— WHAT THIS TASK INVOLVES —
Return, exactly as written, the lines of the material from its top through the line with "position:absolute; left:449px; top:12px;", keeping pictures out.
DATA SUPPLIED section start
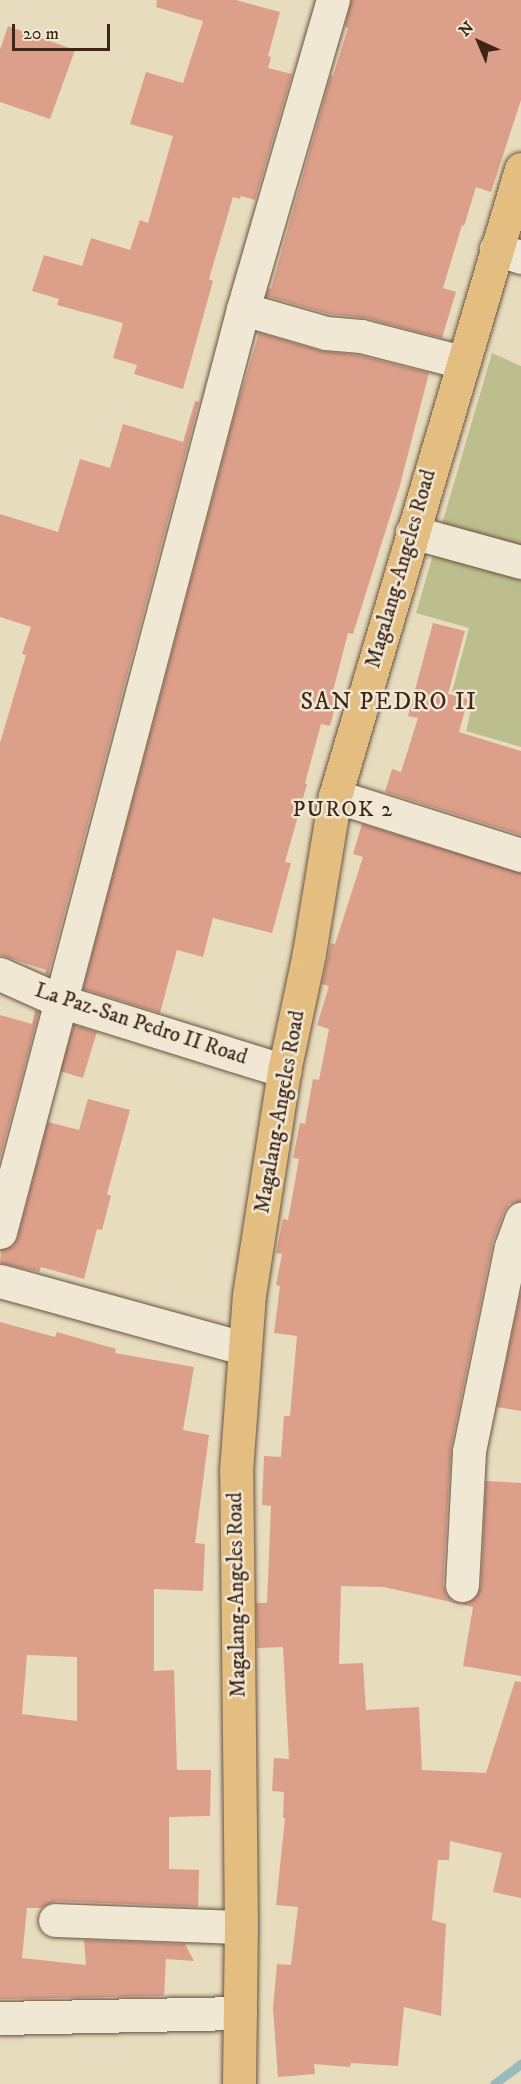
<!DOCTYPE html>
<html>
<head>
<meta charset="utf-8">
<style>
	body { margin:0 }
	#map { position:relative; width:521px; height:2084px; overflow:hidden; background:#e8dcbf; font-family:"IM FELL DW Pica",serif }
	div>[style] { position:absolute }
	.green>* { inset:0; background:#bdbe8d }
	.stream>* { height:9px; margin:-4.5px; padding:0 4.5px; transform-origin:4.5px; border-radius:4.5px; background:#99baba }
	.building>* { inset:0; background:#dc9f89; transform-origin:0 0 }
	.roads { filter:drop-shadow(0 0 2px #695341) drop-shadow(0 0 2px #695341) }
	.minor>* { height:33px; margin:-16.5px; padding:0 16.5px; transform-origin:16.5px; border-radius:16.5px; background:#f0e8d5 }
	.major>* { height:33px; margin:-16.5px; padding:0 16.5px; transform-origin:16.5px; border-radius:16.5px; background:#e4be80 }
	span { translate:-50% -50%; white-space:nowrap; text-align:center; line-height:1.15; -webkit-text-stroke:5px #f0e8d5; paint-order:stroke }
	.street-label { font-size:21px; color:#3f2517 }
	.neighbourhood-label { font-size:22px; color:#3f2517; letter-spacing:1.5px }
	.quarter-label { font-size:24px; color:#3f2517; letter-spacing:1.5px }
	.north { position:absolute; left:449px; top:12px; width:60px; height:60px; -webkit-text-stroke:4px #f0e8d5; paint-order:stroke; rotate:316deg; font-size:16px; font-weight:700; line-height:24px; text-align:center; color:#3f2517 }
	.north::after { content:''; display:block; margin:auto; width:21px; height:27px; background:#3f2517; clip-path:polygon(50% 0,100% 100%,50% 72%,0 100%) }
	.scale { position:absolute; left:12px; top:24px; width:98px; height:27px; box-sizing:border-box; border:3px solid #3f2517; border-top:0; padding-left:8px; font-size:18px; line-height:21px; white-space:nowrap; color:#3f2517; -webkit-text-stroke:4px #f0e8d5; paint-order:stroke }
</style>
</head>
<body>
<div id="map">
	<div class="green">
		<i style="clip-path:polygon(492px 353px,521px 366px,521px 747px,466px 731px,474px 698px,452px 692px,469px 628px,416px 613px)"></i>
	</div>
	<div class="stream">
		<i style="left:494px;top:2084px;width:34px;rotate:-37deg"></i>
	</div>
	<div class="building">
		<i style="clip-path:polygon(157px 0,236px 0,280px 12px,268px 56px,271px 57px,268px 68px,292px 74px,255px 200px,241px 196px,240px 199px,233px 197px,209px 279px,213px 281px,183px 389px,134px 374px,137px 365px,113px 358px,123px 323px,57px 305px,59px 299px,32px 291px,44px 255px,82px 266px,91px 238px,130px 250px,140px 220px,148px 223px,173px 136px,130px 124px,146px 72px,183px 83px,203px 21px,156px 7px)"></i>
		<i style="clip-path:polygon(351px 0,521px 0,521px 100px,491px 192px,476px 187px,464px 226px,462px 225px,443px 288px,456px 292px,442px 338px,366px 318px,329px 314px,266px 296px,269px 288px,271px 289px,331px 75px,333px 76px,348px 28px,345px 27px)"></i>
		<i style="clip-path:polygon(8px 26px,75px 50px,50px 119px,0 102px,0 50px)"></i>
		<i style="clip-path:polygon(259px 333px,321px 351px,358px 355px,429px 373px,400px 485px,353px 634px,348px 633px,333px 691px,339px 693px,330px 726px,321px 724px,305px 783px,307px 784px,285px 862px,291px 863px,272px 933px,213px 918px,203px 957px,177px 950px,160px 1013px,83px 989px,235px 413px)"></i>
		<i style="clip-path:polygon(195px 401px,199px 402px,48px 975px,45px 974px,46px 970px,0 955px,0 743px,26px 655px,22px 654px,31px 627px,0 617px,0 514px,58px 532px,80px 459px,110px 468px,123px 424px,183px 442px)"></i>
		<i style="clip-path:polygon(433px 623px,465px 631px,448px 694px,468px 699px,459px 732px,521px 751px,521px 835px,385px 792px,392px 769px,401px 772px,418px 718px,408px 716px)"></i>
		<i style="clip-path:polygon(362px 824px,521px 873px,521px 1201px,509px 1204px,504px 1212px,493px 1241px,451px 1447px,443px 1584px,446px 1594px,452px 1601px,462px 1604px,471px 1601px,477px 1596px,481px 1586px,486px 1481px,521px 1483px,521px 1676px,463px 1666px,473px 1607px,384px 1587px,341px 1586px,339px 1664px,363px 1663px,366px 1710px,419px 1707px,422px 1770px,486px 1773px,515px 1681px,521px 1682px,521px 1898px,493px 1892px,502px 1853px,450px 1841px,449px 1860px,438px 1860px,432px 1920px,446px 1924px,441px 2016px,404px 2007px,398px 2066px,351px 2063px,350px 2067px,314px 2064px,315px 2074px,278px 2077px,273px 2008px,277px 1964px,291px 1965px,298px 1907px,276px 1905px,285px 1818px,283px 1818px,284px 1792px,272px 1791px,274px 1758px,289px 1759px,283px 1647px,257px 1648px,256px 1603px,267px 1603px,271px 1506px,262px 1505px,264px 1456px,281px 1457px,284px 1416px,290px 1416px,297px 1336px,274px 1333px,280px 1286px,276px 1285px,282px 1254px,276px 1253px,283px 1219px,288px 1220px,299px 1159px,293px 1158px,300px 1123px,305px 1124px,313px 1079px,319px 1080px,329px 1029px,317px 1025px,329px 986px,322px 984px,331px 943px,335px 944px,363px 857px,353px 854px)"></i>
		<i style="clip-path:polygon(35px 1010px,39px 1012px,0 1158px,0 1015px,32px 1024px)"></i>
		<i style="left:74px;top:1025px;width:24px;height:48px;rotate:17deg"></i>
		<i style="clip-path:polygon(88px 1099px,130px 1110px,107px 1194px,111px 1196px,102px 1230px,97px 1229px,84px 1279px,41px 1267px,39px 1272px,0 1263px,1px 1250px,13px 1246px,18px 1237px,48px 1122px,79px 1130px)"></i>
		<i style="clip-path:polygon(521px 1291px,521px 1411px,497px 1407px)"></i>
		<i style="clip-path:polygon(evenodd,0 1322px,55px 1337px,57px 1332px,116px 1349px,115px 1353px,194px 1367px,183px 1430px,209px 1435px,195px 1543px,205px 1544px,203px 1591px,154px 1589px,154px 1671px,174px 1670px,177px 1770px,211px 1770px,210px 1816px,169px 1817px,169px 1869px,199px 1870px,198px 1907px,56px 1901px,41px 1908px,27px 1908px,22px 1958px,86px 1965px,84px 1940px,185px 1944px,194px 1961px,166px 1959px,164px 1996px,0 1999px,0 1322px,27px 1655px,77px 1657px,77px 1721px,22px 1714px,27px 1655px)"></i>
	</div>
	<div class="roads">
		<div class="minor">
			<i style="left:496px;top:249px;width:26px;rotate:18deg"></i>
			<i style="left:243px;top:309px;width:86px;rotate:16.1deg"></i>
			<i style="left:326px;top:333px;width:35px;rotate:5deg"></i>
			<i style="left:361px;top:336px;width:104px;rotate:14.4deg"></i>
			<i style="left:412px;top:532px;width:113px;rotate:15.4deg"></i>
			<i style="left:335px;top:796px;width:195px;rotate:17.6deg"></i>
			<i style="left:0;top:974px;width:69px;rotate:24deg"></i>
			<i style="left:63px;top:1002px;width:232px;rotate:17.3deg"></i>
			<i style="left:0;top:1232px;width:954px;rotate:-75.25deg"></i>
			<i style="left:243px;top:309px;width:322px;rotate:-73.8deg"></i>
			<i style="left:0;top:1281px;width:253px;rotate:15.4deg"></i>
			<i style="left:462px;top:1585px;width:134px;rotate:-87deg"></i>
			<i style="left:469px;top:1451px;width:208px;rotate:-78.4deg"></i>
			<i style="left:511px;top:1247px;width:30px;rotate:-70deg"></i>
			<i style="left:55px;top:1920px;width:186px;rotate:2.2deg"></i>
			<i style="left:0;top:2018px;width:240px;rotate:-1.2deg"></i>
		</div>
		<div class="major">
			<i style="left:239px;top:2084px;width:157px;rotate:-89.3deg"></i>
			<i style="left:241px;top:1927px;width:456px;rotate:-90.6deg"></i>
			<i style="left:236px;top:1471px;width:176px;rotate:-85.8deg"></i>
			<i style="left:249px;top:1295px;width:227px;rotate:-81.1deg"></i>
			<i style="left:284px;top:1071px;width:121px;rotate:-78deg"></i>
			<i style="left:309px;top:953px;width:159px;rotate:-80.6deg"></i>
			<i style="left:335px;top:796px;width:654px;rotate:-73.48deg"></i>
		</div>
	</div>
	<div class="street-label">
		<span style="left:401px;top:569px;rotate:-74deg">Magalang-Angeles Road</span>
		<span style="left:141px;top:1024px;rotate:18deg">La Paz-San Pedro II Road</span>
		<span style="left:280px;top:1112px;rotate:-80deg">Magalang-Angeles Road</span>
		<span style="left:237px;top:1595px;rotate:-91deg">Magalang-Angeles Road</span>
	</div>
	<div class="neighbourhood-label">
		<span style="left:343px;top:810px">PUROK 2</span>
	</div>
	<div class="quarter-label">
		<span style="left:389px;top:703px">SAN PEDRO II</span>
	</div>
	<div class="north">N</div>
	<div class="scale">20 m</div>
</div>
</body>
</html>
DATA SUPPLIED section end
— ANSWER —
<!DOCTYPE html>
<html>
<head>
<meta charset="utf-8">
<style>
	body { margin:0 }
	#map { position:relative; width:521px; height:2084px; overflow:hidden; background:#e8dcbf; font-family:"IM FELL DW Pica",serif }
	div>[style] { position:absolute }
	.green>* { inset:0; background:#bdbe8d }
	.stream>* { height:9px; margin:-4.5px; padding:0 4.5px; transform-origin:4.5px; border-radius:4.5px; background:#99baba }
	.building>* { inset:0; background:#dc9f89; transform-origin:0 0 }
	.roads { filter:drop-shadow(0 0 2px #695341) drop-shadow(0 0 2px #695341) }
	.minor>* { height:33px; margin:-16.5px; padding:0 16.5px; transform-origin:16.5px; border-radius:16.5px; background:#f0e8d5 }
	.major>* { height:33px; margin:-16.5px; padding:0 16.5px; transform-origin:16.5px; border-radius:16.5px; background:#e4be80 }
	span { translate:-50% -50%; white-space:nowrap; text-align:center; line-height:1.15; -webkit-text-stroke:5px #f0e8d5; paint-order:stroke }
	.street-label { font-size:21px; color:#3f2517 }
	.neighbourhood-label { font-size:22px; color:#3f2517; letter-spacing:1.5px }
	.quarter-label { font-size:24px; color:#3f2517; letter-spacing:1.5px }
	.north { position:absolute; left:449px; top:12px; width:60px; height:60px; -webkit-text-stroke:4px #f0e8d5; paint-order:stroke; rotate:316deg; font-size:16px; font-weight:700; line-height:24px; text-align:center; color:#3f2517 }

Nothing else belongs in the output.